At that time, I wrote a lot about liberal hypocrisy (claiming to be on the side of human rights, freedom and democracy abroad and yet leaving liberal, democratic Taiwan out in the cold in favor of totalitarian, human-rights-abusing China), the "this is so dangerous China's gonna flip oh no oh no you can't do that!" narrative that the media had decided to run with - or as Michael Turton summarizes it when it pops up on all things Taiwan, "ZOMG TENSIONS!" - and that same media pruning the voices of Taiwanese who were not quite so afraid of said phone call to fit their narrative that it was a dangerous and unacceptable move. I know the overwhelming media narrative was wrong, because I live here and follow these things closely, and yet I watched quite a few people I trust, or at least other liberals like me, fall for it because they aren't as well-acquainted.

Even now I come across comments and tweets about how talking to Taiwan was one of Trump's "dangerous" moves that makes him unfit for the presidency. Or more veiled comments about how he's using Twitter to destabilize international diplomacy (hint: yes they are talking about Taiwan). He is unfit, but not for those reasons, yet it still keeps popping up.

I remember distinctly thinking that I finally understood what conservative voices were talking about when they called liberals elitist know-it-alls, accusing them of being snotty and condescending. As a liberal myself I had not experienced that, generally agreeing with other liberal voices. When I disagreed on this issue based on, well, my knowledge of it - which may be imperfect but certainly runs deeper than most journalists and so-called 'experts' not actually based in Taiwan or who are in fact more oriented towards China - I saw the sharp end of that condescension and snottiness in various discussions I engaged in on the issue. "Well, what you have to understand is..." has got to be my most hated phrase of 2016, but not as used by conservatives (I always hated that) but rather by those with whom I ordinarily would agree.

All that arrogance, all that "we are the experts" condescension on an issue they don't understand. Not one iota of owning up to the hypocrisy of the whole thing.

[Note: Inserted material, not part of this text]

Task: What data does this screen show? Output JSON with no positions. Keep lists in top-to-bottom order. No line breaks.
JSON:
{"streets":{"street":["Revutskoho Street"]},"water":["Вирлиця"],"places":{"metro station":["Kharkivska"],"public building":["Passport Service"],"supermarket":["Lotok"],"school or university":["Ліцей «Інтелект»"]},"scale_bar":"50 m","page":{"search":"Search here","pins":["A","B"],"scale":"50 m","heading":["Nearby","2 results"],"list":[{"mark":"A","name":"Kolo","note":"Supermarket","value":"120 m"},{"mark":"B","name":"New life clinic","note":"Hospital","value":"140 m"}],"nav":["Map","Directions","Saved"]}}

It is also fairly well understood among circles of people who know Taiwan (as opposed not only to those who don't, but also those who only think they do) that the liberal narrative on Taiwan is straight-up wrong. The assumption that closer ties with China are generally a good thing for everyone, including Taiwan, and talk of independence is therefore bad? Wrong. The refusal to re-examine beliefs formed years ago about how the Taiwanese identify? Wrong. The assumption that whatever is in the Republic of China constitution accurately represents the will of the Taiwanese people? Conflating the will of the Taiwanese people with whatever KMT or CCP talking points the media digs up? The historical untruth, widely reported in even "reliable" media outlets that "China and Taiwan "split in 1949" - thereby erasing a good half-century of Taiwanese history - with some clause as to what China believes without any note as to what Taiwan believes? The assumption that if we don't placate China it could mean war, but if we push Taiwan into China's arms that that won't mean war (oh, but it will)? Aggressively ignoring Taiwan's economic and geopolitical importance - a vibrant democracy with a population rivaling that of Australia which is one of the US's top trading partners in favor of a narrative that casts Taiwan as a small, worthless rock? Filing reports on Taiwan from Beijing and calling them accurate? Wrong, wrong, wrong, fuck you, wrong.

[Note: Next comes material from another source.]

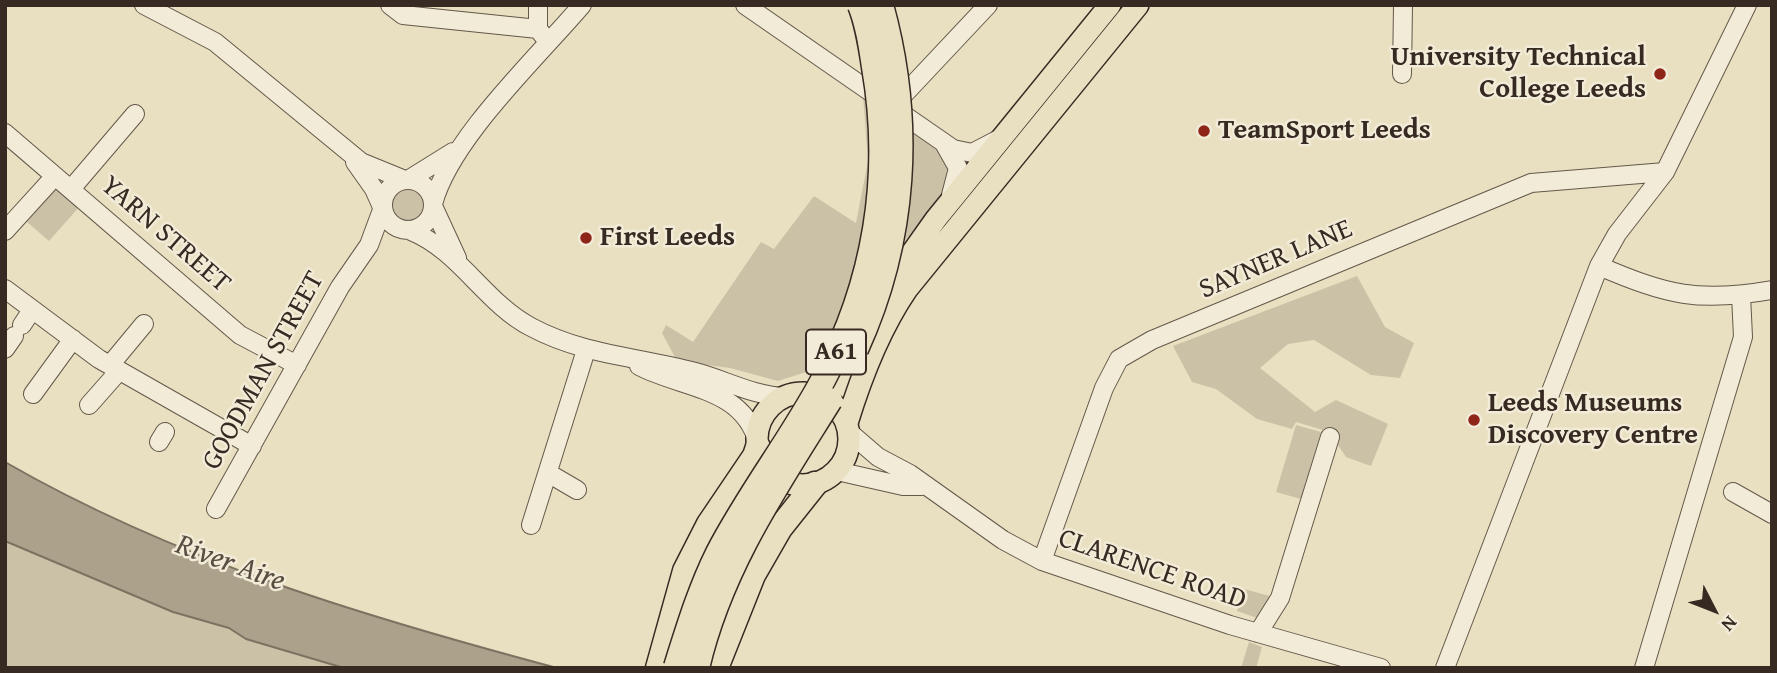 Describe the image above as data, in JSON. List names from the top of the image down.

But that one comment has stuck with me. Through it all, I have still generally trusted the established media. Yes, I am a liberal and they often lean liberal, and yes, I have stopped to ponder whether the fact that I tend to agree with them is what causes me to trust them (to some extent, this is probably the case). However, I also do truly believe that in most cases liberalism simply reflects reality: the facts have a liberal bias.

Even in this case, liberalism reflects reality: supporting Taiwan is a true liberal ideal. Something is not liberal or illiberal because of who believes it, it's that way because of its fundamental makeup. Supporting Taiwan means supporting self-determination, nation-building based on common ideals rather than ethnic makeup, supporting freedom, democracy and human rights. Taiwan is also a nation of strong (perhaps too strong in some cases thanks to the construction-industrial state) public infrastructure such as telecom, national healthcare and affordable public education. Their social activists are unapologetic liberals in a truly modern sense. These are liberal ideals.

It's like a world of funhouse mirrors where conservatives support the liberal thing as liberals eschew it. The facts here do have a liberal bias, but the liberal mainstream happens to be illiberal in this case.

So what is sticking with me is this question: how many other cases are there that I am simply not aware of because I don't know as much about the issue?

Just before all of this happened I was openly pondering which newspaper or media source to subscribe to, thereby supporting them through troubled times ahead when we would need reliable media to separate the wheat from the fluffy, combed-over chaff and report accurately in a time of post-truth "news" (or "newsiness").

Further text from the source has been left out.